*Aim of the task:* Go through each line of the records below and count those with the word "sizing"; give only the total.
** Exercise input follows **
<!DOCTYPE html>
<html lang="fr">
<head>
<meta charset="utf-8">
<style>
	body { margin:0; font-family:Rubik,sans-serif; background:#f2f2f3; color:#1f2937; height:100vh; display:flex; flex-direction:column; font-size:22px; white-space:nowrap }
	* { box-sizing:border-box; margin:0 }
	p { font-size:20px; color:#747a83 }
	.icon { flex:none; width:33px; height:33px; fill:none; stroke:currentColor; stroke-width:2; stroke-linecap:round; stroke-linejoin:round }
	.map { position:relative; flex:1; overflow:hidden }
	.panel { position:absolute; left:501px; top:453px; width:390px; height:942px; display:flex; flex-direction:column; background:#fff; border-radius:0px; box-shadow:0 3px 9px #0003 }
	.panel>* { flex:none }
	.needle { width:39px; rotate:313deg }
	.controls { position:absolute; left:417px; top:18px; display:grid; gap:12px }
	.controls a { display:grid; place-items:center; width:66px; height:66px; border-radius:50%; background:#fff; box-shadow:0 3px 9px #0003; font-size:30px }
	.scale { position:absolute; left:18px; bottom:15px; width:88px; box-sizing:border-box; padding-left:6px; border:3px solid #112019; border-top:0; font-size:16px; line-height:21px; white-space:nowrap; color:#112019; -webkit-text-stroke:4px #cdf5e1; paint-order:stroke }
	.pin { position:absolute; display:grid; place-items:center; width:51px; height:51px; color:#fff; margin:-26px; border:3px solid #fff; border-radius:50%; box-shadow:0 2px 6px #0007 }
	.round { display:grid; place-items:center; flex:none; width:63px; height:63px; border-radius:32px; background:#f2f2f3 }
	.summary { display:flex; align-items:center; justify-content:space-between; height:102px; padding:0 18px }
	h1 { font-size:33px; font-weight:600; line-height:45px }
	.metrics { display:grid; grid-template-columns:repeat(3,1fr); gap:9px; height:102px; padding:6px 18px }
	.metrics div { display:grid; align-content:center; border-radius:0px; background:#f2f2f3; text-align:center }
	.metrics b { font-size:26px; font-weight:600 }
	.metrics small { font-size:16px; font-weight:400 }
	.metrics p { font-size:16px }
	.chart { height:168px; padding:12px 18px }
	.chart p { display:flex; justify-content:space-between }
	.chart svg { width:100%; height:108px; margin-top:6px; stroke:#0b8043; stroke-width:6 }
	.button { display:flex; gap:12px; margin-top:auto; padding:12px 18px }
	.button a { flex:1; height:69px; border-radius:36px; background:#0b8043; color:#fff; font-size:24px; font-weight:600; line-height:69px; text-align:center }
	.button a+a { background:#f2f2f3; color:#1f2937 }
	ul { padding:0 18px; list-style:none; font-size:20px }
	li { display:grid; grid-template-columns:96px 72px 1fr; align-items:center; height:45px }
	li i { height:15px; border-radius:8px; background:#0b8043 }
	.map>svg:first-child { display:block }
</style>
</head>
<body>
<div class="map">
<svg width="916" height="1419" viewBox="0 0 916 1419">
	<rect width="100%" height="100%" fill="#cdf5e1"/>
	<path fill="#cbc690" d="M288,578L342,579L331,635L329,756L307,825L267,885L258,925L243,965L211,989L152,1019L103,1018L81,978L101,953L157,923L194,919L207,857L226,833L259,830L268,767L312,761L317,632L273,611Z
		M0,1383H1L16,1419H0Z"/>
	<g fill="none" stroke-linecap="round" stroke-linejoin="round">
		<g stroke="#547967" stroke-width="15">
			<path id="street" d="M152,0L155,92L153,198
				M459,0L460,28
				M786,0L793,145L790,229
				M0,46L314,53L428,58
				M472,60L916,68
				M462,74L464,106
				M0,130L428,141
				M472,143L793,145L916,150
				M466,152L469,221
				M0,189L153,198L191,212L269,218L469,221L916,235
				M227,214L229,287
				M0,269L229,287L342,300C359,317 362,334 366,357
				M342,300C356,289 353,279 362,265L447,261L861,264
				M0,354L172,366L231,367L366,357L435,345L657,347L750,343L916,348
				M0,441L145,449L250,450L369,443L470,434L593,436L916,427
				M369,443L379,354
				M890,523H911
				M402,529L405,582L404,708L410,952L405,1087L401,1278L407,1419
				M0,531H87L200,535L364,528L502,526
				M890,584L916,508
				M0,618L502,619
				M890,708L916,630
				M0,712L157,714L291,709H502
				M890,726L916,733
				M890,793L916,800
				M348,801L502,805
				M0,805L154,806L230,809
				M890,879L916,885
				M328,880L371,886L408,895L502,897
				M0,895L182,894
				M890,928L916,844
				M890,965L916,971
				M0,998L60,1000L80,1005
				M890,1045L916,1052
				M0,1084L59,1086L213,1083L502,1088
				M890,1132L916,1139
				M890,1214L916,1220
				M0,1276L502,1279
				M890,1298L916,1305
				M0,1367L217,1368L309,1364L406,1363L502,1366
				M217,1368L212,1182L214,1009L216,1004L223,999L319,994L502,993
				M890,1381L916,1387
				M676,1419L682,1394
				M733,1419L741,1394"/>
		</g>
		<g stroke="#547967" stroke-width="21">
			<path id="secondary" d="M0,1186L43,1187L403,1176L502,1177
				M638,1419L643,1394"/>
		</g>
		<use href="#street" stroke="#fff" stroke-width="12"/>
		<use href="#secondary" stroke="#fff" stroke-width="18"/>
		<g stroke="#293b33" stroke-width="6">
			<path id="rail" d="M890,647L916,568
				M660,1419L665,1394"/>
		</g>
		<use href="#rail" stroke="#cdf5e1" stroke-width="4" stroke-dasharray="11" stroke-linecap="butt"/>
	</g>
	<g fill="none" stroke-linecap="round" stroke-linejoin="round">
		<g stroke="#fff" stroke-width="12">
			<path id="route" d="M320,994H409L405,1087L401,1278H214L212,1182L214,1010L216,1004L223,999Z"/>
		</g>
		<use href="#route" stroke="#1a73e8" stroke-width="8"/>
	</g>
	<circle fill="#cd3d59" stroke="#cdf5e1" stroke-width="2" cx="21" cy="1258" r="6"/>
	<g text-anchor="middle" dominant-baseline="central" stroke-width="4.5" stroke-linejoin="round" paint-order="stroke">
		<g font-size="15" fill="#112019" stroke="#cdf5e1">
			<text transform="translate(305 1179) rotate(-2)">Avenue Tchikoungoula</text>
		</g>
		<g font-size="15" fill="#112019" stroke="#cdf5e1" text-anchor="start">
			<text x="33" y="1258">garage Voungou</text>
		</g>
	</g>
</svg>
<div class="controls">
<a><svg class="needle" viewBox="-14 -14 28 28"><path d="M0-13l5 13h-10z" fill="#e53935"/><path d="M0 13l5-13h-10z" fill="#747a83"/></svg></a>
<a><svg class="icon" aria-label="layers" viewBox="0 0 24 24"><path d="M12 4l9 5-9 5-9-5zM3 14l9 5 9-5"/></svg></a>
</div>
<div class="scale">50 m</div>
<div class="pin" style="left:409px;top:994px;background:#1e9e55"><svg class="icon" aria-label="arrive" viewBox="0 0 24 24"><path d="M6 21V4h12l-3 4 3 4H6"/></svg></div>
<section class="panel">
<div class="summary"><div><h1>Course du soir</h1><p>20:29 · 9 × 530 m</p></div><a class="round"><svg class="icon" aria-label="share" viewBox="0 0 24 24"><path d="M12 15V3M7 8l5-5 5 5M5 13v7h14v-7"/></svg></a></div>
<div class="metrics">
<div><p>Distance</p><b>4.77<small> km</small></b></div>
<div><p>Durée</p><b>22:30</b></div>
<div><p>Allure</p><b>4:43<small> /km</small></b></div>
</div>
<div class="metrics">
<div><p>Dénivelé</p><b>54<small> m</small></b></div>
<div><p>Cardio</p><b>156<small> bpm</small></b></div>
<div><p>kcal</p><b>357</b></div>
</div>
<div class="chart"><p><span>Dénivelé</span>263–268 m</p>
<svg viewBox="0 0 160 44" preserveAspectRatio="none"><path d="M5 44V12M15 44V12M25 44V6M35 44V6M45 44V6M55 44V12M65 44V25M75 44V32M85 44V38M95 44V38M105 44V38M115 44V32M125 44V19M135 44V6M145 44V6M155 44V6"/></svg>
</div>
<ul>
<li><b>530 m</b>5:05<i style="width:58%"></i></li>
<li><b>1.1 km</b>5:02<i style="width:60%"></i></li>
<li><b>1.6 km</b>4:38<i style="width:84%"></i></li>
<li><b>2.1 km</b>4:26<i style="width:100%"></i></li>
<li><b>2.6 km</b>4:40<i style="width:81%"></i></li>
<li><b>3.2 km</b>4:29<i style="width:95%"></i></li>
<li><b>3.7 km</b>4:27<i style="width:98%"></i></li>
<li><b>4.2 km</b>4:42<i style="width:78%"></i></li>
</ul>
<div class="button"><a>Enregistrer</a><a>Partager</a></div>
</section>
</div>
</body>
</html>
** End of Exercise input **
*Solution:* 2